SOURCE MATERIAL:
== == ==

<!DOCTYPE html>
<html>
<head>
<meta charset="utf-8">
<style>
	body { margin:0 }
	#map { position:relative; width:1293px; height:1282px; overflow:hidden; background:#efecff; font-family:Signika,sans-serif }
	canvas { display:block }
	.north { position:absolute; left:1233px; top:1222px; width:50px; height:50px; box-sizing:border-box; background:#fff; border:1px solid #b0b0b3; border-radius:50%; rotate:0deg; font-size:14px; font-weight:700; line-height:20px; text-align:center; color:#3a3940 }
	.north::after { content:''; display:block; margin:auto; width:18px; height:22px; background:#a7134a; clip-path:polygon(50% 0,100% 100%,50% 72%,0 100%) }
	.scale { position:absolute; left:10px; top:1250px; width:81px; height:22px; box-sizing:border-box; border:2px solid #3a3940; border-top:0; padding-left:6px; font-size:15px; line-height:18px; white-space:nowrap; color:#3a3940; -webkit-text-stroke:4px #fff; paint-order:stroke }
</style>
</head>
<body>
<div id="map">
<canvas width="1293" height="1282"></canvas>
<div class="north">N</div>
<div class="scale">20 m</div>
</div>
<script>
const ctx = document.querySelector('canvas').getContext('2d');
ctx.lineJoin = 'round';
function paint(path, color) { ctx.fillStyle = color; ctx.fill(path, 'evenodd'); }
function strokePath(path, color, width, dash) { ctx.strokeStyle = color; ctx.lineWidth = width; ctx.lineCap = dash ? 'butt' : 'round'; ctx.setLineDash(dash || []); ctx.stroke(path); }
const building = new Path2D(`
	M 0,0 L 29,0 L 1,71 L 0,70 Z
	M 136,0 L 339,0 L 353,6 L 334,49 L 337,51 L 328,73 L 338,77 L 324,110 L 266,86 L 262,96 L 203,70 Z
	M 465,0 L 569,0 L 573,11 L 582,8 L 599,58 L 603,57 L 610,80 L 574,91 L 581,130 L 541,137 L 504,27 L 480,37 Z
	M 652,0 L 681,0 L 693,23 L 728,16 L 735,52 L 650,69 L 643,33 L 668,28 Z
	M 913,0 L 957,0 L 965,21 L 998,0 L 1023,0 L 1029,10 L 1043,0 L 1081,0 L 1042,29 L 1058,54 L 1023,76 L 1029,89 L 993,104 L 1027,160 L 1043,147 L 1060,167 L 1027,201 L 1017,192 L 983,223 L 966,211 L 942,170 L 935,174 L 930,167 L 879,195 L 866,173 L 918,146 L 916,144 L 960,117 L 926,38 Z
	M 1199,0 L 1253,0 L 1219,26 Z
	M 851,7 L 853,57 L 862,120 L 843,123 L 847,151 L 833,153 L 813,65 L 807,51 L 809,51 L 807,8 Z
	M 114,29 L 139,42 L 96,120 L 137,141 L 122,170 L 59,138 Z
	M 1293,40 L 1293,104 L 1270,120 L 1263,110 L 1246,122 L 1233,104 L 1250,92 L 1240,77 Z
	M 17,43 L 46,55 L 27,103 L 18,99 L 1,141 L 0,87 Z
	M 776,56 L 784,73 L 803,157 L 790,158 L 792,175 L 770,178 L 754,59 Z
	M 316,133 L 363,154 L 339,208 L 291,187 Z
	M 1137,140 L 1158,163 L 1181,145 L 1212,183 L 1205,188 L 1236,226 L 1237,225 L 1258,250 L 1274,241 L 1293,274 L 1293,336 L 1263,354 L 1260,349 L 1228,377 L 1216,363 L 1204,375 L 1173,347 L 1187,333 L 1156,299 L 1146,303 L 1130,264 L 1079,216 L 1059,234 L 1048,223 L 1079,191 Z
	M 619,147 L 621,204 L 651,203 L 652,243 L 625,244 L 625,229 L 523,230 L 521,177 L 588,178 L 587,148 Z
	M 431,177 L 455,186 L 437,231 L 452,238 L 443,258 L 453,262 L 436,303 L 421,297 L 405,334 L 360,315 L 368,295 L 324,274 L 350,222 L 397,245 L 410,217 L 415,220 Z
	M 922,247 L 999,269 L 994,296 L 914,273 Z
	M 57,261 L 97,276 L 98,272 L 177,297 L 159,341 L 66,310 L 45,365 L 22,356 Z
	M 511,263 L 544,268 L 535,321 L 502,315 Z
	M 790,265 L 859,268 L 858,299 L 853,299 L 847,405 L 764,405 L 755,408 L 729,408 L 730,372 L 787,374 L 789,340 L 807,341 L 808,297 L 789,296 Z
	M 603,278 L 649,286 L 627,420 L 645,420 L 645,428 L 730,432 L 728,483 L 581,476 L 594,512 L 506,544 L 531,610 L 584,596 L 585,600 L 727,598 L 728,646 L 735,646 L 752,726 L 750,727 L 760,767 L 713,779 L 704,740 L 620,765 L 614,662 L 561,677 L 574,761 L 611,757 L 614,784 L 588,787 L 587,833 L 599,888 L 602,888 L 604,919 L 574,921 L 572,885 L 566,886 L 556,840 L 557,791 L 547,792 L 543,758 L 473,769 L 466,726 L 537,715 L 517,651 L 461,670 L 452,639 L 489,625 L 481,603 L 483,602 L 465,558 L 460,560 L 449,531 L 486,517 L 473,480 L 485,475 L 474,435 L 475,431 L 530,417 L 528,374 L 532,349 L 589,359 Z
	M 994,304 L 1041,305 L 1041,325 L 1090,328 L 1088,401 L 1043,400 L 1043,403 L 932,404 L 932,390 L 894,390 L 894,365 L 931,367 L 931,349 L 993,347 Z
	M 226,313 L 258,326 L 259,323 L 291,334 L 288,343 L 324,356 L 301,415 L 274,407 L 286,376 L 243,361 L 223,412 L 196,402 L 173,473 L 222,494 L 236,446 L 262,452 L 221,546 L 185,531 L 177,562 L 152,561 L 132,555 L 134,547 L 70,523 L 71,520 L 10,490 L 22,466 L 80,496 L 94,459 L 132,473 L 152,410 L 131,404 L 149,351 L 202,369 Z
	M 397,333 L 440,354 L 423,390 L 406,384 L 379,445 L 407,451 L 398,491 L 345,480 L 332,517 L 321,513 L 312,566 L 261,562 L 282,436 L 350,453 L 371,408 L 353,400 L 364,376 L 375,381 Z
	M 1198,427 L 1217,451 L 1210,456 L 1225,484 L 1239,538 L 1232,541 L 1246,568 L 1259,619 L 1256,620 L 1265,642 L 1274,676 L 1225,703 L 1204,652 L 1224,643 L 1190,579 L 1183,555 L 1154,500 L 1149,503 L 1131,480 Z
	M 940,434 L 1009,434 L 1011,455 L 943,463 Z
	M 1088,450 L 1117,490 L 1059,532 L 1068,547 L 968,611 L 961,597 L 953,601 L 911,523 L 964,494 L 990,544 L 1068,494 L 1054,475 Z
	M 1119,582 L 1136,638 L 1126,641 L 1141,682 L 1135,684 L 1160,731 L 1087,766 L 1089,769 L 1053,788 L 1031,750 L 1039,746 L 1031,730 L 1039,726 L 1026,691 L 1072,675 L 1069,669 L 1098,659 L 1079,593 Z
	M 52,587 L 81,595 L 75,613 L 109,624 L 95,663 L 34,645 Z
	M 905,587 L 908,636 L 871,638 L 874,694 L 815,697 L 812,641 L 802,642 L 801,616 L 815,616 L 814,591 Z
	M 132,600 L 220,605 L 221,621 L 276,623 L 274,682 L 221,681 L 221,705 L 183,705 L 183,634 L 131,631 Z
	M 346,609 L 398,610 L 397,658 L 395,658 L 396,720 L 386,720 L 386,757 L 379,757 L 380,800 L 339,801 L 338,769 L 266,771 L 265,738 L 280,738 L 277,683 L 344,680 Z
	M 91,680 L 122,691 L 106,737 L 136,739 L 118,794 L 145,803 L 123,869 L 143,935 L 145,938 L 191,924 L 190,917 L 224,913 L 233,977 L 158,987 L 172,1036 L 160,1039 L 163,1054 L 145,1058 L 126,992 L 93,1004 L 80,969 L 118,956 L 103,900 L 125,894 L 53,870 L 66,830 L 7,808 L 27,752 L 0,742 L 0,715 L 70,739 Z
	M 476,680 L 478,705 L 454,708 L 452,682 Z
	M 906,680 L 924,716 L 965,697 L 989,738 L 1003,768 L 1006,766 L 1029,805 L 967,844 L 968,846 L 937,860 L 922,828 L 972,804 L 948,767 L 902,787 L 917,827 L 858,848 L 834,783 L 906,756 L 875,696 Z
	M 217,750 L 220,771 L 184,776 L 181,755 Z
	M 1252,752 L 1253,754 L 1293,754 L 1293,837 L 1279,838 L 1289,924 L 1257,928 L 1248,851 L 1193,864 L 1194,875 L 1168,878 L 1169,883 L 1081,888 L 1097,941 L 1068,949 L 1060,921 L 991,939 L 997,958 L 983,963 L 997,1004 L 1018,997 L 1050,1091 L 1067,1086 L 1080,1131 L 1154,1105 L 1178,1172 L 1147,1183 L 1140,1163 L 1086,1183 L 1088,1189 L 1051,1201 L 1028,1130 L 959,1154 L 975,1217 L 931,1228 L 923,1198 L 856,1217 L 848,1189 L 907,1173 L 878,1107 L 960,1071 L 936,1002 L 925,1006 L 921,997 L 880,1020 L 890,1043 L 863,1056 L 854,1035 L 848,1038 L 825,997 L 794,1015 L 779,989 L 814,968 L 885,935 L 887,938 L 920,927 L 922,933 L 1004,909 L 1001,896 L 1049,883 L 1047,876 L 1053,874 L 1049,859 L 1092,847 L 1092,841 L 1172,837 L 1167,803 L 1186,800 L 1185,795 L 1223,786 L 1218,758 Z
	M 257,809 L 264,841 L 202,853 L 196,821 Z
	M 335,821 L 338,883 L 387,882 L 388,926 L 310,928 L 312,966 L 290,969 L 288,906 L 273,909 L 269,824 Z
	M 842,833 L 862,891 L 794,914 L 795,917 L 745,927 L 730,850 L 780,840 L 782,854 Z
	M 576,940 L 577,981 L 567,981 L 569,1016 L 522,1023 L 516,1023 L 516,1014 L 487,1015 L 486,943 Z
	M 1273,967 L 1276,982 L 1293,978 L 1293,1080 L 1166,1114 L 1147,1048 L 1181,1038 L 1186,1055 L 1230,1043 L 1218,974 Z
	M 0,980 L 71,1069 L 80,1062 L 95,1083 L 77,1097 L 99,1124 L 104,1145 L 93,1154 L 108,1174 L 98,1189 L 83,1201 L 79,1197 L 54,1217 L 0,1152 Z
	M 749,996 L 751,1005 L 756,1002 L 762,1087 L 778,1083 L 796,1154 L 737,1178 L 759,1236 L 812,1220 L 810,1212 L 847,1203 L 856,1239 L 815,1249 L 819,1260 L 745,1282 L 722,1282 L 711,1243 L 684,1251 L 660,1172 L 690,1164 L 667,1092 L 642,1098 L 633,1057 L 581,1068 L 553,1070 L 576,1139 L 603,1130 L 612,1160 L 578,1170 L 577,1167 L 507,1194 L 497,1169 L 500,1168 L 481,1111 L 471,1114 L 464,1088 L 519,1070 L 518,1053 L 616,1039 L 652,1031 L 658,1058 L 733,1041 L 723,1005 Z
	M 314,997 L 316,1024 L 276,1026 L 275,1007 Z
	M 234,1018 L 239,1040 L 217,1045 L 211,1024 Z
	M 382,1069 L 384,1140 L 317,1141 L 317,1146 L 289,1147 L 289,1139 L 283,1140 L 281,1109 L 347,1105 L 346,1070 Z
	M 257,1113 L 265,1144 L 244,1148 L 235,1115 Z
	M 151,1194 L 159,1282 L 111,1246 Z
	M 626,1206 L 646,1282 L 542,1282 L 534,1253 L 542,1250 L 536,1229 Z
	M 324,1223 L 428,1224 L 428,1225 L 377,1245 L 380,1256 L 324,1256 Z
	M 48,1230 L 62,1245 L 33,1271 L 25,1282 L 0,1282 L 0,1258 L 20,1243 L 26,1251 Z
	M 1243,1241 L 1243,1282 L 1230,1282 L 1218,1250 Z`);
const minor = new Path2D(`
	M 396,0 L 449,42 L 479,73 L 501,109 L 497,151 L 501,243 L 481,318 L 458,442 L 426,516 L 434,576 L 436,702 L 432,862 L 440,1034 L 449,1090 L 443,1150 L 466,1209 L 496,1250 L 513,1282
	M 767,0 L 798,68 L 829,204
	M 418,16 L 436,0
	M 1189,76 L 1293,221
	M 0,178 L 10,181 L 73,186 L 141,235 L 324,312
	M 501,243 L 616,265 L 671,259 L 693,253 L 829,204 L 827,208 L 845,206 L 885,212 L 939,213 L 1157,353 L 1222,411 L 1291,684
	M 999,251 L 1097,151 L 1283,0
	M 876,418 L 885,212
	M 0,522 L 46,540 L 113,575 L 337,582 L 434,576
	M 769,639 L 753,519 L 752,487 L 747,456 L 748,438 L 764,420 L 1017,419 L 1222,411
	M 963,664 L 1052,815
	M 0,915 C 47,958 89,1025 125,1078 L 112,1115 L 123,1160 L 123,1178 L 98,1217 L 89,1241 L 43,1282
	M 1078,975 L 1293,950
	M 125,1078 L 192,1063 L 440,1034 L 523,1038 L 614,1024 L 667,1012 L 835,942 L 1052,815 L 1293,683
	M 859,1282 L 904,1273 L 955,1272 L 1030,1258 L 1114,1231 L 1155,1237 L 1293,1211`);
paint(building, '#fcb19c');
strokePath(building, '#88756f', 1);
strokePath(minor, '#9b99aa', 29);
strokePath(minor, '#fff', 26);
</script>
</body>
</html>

== == ==

AIM OF THE EXERCISE: Among the lines of the listing above, which ones hold "canvas"? Copy them.

SOLUTION TO THIS EXERCISE:
	canvas { display:block }
<canvas width="1293" height="1282"></canvas>
const ctx = document.querySelector('canvas').getContext('2d');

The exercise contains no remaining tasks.